### Work required:
When you reach the line with "I am building a map index. Build" in the data below, begin printing lines exactly, and stop once the line with "I am building a map index. Read" has been printed.

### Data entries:
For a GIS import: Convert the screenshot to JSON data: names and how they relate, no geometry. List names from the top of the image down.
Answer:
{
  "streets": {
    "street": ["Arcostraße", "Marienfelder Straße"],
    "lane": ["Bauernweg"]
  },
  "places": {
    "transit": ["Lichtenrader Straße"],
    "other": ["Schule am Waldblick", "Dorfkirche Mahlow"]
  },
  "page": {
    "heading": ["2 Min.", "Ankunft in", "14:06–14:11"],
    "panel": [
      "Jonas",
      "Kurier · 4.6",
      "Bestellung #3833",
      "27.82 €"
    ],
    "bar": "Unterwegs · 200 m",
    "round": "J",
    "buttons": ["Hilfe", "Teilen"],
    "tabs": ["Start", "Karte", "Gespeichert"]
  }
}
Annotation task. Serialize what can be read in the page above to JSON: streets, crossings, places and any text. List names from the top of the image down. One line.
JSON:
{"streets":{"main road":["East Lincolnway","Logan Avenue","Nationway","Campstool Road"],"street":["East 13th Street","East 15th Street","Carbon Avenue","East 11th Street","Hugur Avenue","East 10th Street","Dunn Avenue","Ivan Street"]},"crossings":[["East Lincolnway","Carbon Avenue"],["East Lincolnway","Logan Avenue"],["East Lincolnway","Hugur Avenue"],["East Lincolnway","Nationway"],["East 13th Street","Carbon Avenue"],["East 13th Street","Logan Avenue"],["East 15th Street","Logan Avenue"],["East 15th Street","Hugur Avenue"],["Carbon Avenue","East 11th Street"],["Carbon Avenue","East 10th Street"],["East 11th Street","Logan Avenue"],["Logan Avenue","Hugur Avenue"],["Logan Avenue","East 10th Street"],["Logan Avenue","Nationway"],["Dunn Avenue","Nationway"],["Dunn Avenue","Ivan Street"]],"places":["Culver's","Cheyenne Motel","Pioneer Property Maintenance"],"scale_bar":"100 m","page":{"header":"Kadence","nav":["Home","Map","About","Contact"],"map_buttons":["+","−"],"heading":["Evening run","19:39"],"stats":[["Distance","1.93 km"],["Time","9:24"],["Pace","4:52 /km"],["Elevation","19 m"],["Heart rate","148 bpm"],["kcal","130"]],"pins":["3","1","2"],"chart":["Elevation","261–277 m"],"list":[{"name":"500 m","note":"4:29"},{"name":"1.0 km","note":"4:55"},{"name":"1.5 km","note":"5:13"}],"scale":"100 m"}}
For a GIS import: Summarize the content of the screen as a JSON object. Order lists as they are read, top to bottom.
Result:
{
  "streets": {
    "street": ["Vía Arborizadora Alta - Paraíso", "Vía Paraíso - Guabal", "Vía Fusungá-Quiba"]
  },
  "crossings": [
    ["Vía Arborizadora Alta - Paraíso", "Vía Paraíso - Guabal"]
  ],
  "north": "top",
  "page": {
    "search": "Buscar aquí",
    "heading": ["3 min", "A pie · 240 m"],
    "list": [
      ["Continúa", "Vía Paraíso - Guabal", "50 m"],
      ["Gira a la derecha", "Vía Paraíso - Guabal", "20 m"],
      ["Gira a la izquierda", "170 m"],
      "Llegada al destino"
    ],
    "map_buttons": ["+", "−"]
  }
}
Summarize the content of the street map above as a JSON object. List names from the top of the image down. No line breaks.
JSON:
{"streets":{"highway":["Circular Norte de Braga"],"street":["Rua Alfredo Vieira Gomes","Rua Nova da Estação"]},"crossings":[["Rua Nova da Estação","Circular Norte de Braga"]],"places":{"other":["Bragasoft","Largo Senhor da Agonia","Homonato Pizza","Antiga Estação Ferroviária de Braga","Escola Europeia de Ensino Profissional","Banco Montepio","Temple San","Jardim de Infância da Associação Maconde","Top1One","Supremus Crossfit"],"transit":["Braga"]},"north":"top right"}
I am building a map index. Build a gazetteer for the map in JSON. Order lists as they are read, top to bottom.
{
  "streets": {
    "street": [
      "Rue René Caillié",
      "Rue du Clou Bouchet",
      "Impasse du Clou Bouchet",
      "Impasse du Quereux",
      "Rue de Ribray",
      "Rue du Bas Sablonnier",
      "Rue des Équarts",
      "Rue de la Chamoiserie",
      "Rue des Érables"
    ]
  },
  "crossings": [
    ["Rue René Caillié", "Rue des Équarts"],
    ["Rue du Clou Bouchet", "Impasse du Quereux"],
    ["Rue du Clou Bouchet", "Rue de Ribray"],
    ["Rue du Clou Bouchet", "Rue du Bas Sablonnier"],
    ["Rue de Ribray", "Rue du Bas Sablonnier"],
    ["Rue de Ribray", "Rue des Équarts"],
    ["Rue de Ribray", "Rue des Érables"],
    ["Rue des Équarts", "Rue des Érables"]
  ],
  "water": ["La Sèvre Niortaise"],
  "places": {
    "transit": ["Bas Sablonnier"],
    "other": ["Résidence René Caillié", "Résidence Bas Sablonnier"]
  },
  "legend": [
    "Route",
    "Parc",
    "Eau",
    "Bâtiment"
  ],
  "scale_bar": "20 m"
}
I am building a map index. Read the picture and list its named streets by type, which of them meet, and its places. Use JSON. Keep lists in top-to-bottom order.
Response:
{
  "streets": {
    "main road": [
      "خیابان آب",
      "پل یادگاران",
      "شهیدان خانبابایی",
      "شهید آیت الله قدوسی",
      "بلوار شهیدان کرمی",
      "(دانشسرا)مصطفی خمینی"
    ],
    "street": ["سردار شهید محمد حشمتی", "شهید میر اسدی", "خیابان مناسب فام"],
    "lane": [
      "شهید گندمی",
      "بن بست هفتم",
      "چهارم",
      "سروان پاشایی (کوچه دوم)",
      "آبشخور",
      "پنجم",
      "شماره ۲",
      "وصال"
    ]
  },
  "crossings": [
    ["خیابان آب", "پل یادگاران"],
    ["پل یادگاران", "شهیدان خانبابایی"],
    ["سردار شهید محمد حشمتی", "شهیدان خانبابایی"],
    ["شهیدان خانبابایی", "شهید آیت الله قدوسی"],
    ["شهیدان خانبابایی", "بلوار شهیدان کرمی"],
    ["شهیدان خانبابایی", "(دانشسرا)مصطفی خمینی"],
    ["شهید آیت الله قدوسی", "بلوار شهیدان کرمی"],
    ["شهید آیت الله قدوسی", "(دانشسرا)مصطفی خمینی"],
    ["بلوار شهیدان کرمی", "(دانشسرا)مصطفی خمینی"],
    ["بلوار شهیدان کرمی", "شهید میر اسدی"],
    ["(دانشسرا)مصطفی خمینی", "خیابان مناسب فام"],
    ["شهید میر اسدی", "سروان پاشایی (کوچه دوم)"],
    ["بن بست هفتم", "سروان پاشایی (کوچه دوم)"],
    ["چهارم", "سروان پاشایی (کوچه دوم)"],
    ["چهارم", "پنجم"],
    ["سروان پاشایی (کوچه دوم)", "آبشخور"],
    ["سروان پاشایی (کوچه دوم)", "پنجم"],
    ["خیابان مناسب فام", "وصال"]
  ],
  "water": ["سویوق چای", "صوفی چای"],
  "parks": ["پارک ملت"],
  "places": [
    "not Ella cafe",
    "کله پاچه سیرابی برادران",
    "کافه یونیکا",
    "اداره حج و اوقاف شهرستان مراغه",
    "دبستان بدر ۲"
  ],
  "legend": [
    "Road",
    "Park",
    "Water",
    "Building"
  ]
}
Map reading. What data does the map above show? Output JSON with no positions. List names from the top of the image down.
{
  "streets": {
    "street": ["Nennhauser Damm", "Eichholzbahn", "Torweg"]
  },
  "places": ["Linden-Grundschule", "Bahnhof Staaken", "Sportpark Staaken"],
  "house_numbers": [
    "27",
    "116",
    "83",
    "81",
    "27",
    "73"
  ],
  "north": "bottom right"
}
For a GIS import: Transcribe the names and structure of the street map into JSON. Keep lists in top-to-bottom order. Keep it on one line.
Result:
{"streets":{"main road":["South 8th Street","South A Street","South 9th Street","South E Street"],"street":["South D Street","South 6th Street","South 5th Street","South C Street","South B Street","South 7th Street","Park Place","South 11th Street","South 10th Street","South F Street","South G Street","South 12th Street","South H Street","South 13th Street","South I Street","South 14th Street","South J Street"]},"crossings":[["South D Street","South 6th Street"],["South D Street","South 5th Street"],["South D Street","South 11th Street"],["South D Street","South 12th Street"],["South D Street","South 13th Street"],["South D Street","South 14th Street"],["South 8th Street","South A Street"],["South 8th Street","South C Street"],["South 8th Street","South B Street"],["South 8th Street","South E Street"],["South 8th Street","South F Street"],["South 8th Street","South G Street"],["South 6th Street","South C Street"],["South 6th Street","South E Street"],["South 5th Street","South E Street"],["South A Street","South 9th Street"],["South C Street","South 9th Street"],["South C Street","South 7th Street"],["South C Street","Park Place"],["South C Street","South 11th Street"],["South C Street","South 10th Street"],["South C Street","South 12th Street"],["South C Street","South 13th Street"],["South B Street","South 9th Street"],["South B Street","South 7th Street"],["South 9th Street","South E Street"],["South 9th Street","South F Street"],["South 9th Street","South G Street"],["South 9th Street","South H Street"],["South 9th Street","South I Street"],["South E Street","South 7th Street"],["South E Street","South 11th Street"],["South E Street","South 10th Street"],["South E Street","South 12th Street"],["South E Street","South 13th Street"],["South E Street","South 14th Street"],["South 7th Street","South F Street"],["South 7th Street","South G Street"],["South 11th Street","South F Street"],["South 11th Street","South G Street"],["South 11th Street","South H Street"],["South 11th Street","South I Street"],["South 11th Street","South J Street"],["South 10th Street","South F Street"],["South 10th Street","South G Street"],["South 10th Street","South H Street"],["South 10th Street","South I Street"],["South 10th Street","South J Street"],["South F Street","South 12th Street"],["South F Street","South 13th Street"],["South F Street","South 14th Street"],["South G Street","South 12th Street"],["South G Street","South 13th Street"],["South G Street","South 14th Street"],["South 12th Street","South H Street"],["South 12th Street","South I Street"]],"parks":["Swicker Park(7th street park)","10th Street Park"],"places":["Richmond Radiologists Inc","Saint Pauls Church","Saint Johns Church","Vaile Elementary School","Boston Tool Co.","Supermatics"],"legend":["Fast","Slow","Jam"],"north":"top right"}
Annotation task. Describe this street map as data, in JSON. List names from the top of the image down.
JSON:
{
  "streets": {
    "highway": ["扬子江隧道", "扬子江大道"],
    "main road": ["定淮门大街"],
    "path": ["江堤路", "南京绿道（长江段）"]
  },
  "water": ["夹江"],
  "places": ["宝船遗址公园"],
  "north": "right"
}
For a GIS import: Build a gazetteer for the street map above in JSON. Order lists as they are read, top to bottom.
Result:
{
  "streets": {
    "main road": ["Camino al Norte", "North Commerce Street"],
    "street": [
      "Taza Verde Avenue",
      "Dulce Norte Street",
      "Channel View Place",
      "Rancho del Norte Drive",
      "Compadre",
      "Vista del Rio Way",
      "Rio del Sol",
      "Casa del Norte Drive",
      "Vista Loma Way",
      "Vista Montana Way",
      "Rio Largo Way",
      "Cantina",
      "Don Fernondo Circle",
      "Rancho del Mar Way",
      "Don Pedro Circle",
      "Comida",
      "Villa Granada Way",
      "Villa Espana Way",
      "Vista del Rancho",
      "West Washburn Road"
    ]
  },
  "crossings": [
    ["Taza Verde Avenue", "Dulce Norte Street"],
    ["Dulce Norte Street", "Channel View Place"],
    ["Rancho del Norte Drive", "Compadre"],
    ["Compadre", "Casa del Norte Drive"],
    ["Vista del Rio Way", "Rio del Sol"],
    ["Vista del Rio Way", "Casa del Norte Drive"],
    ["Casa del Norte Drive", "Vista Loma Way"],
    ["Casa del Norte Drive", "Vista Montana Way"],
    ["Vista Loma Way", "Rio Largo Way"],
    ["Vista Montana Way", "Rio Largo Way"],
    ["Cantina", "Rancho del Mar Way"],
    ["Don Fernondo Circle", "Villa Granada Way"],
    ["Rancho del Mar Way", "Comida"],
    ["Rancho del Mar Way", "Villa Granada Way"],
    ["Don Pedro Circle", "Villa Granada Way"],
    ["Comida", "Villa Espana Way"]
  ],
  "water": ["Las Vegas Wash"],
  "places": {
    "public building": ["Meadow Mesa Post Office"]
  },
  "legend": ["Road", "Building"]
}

### Answer to this problem:
I am building a map index. Build a gazetteer for the map in JSON. Order lists as they are read, top to bottom.
{
  "streets": {
    "street": [
      "Rue René Caillié",
      "Rue du Clou Bouchet",
      "Impasse du Clou Bouchet",
      "Impasse du Quereux",
      "Rue de Ribray",
      "Rue du Bas Sablonnier",
      "Rue des Équarts",
      "Rue de la Chamoiserie",
      "Rue des Érables"
    ]
  },
  "crossings": [
    ["Rue René Caillié", "Rue des Équarts"],
    ["Rue du Clou Bouchet", "Impasse du Quereux"],
    ["Rue du Clou Bouchet", "Rue de Ribray"],
    ["Rue du Clou Bouchet", "Rue du Bas Sablonnier"],
    ["Rue de Ribray", "Rue du Bas Sablonnier"],
    ["Rue de Ribray", "Rue des Équarts"],
    ["Rue de Ribray", "Rue des Érables"],
    ["Rue des Équarts", "Rue des Érables"]
  ],
  "water": ["La Sèvre Niortaise"],
  "places": {
    "transit": ["Bas Sablonnier"],
    "other": ["Résidence René Caillié", "Résidence Bas Sablonnier"]
  },
  "legend": [
    "Route",
    "Parc",
    "Eau",
    "Bâtiment"
  ],
  "scale_bar": "20 m"
}
I am building a map index. Read the picture and list its named streets by type, which of them meet, and its places. Use JSON. Keep lists in top-to-bottom order.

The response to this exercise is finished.